## What is expected
Note each line of the listing that contains the string "then", and copy it.

=-=-=

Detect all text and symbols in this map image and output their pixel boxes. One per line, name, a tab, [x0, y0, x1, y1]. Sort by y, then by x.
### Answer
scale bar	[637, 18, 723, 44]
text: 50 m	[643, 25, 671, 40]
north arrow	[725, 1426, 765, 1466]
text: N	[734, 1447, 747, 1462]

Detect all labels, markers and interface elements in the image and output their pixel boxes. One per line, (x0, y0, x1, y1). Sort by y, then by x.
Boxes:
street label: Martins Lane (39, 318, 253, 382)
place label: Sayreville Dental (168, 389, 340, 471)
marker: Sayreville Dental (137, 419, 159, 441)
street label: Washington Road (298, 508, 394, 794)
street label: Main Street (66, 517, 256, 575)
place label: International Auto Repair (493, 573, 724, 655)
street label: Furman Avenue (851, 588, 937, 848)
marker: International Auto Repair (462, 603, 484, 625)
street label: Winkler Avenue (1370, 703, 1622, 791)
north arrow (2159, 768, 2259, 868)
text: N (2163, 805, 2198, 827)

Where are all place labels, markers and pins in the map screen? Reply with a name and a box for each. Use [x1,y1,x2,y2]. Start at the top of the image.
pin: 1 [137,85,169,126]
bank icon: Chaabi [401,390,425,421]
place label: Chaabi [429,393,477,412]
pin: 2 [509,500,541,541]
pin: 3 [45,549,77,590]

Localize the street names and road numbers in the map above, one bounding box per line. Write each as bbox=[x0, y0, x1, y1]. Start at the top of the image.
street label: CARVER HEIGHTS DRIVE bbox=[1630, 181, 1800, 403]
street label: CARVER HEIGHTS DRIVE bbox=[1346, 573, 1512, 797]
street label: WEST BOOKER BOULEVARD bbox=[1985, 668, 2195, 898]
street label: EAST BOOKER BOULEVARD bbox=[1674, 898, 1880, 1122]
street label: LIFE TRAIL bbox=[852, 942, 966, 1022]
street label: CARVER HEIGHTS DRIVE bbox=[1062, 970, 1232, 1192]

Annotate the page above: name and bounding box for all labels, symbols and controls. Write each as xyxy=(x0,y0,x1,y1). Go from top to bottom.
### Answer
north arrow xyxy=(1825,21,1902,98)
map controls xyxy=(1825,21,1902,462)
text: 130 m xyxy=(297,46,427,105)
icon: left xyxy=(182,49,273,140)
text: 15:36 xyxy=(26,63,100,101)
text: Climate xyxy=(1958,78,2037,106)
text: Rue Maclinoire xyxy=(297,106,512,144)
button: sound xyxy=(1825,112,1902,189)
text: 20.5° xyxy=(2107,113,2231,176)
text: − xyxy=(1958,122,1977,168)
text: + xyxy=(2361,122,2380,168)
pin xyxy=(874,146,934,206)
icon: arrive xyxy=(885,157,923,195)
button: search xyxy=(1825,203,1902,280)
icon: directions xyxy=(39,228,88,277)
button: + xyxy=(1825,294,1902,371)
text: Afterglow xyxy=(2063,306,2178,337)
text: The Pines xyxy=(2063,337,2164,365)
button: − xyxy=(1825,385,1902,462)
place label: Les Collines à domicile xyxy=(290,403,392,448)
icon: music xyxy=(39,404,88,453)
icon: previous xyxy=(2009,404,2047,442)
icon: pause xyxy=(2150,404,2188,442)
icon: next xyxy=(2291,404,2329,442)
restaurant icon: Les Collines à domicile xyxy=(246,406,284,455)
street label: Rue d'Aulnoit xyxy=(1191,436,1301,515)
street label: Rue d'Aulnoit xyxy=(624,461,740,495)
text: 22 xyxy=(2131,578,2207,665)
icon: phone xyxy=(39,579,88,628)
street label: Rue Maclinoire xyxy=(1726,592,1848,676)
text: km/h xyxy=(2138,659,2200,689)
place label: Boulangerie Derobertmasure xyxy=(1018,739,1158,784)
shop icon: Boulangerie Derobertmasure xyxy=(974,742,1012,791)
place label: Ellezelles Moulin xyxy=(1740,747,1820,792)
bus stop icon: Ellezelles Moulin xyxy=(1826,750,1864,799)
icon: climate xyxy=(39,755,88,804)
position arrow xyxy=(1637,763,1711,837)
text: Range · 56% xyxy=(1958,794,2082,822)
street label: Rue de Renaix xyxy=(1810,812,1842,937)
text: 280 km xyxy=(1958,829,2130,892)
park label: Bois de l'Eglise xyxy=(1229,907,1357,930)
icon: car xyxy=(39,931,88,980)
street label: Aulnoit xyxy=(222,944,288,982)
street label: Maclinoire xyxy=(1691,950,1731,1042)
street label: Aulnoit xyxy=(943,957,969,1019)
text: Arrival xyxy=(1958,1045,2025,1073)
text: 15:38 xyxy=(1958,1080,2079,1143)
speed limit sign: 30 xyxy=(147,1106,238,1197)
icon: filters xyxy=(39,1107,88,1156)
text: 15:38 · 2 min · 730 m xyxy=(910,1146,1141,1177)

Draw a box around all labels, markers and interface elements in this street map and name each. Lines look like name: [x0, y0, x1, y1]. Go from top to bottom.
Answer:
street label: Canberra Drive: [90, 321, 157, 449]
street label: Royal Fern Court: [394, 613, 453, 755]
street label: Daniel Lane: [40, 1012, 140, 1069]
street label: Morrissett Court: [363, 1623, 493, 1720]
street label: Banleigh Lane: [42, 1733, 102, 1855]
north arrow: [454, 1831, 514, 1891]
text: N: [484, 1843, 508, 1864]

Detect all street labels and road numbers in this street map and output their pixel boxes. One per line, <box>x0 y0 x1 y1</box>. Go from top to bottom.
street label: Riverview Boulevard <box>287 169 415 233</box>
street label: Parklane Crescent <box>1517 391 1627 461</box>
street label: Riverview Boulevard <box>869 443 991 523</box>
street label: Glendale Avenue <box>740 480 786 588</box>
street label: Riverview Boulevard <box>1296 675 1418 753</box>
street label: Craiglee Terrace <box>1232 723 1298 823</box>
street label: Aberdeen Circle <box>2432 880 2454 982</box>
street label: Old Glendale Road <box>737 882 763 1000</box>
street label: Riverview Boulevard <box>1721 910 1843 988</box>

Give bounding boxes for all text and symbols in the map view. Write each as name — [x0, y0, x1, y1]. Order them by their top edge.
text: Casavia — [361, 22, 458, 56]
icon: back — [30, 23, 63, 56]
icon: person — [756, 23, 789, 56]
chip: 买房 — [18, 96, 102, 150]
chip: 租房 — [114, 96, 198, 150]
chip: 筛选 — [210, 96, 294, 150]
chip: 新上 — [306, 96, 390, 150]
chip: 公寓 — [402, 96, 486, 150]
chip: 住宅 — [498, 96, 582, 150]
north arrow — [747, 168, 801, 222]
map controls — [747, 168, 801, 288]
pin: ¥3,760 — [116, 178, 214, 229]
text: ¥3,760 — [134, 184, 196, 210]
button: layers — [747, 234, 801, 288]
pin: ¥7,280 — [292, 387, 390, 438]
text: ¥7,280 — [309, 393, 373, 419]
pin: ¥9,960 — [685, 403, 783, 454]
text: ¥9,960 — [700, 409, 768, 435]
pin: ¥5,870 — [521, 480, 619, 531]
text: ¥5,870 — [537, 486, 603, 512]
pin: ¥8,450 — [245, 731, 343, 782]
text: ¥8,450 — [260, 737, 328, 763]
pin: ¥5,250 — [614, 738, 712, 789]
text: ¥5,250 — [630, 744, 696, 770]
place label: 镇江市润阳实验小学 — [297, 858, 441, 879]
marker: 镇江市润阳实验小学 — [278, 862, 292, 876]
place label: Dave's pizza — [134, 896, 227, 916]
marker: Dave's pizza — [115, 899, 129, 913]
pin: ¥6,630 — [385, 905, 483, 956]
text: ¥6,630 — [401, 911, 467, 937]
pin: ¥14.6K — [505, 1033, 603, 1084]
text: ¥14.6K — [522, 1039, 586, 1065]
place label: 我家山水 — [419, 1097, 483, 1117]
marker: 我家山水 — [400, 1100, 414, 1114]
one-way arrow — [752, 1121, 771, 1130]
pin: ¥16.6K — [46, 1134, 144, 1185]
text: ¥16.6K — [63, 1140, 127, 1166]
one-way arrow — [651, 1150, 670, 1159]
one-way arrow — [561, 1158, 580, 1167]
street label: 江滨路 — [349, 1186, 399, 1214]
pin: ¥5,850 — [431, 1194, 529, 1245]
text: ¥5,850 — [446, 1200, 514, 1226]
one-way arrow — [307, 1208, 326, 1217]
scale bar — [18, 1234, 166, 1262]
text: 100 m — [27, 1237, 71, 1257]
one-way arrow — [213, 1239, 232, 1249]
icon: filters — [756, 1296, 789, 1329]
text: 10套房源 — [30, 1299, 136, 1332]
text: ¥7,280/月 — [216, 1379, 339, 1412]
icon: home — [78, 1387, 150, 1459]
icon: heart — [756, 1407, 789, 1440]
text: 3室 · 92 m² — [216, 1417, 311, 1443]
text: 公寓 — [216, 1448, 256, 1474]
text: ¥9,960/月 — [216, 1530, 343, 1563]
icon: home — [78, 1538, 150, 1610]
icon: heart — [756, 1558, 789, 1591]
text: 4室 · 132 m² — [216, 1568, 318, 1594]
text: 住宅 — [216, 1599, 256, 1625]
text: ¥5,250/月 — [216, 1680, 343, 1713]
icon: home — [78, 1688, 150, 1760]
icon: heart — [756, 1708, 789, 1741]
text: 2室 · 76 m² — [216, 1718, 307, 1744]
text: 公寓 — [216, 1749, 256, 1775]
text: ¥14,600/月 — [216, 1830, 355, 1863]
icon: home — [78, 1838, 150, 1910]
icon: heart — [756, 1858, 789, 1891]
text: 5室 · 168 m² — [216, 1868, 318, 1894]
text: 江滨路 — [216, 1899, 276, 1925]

=-=-=

## Output below
Detect all text and symbols in this map image and output their pixel boxes. One per line, name, a tab, [x0, y0, x1, y1]. Sort by y, then by x.
Detect all labels, markers and interface elements in the image and output their pixel boxes. One per line, (x0, y0, x1, y1). Sort by y, then by x.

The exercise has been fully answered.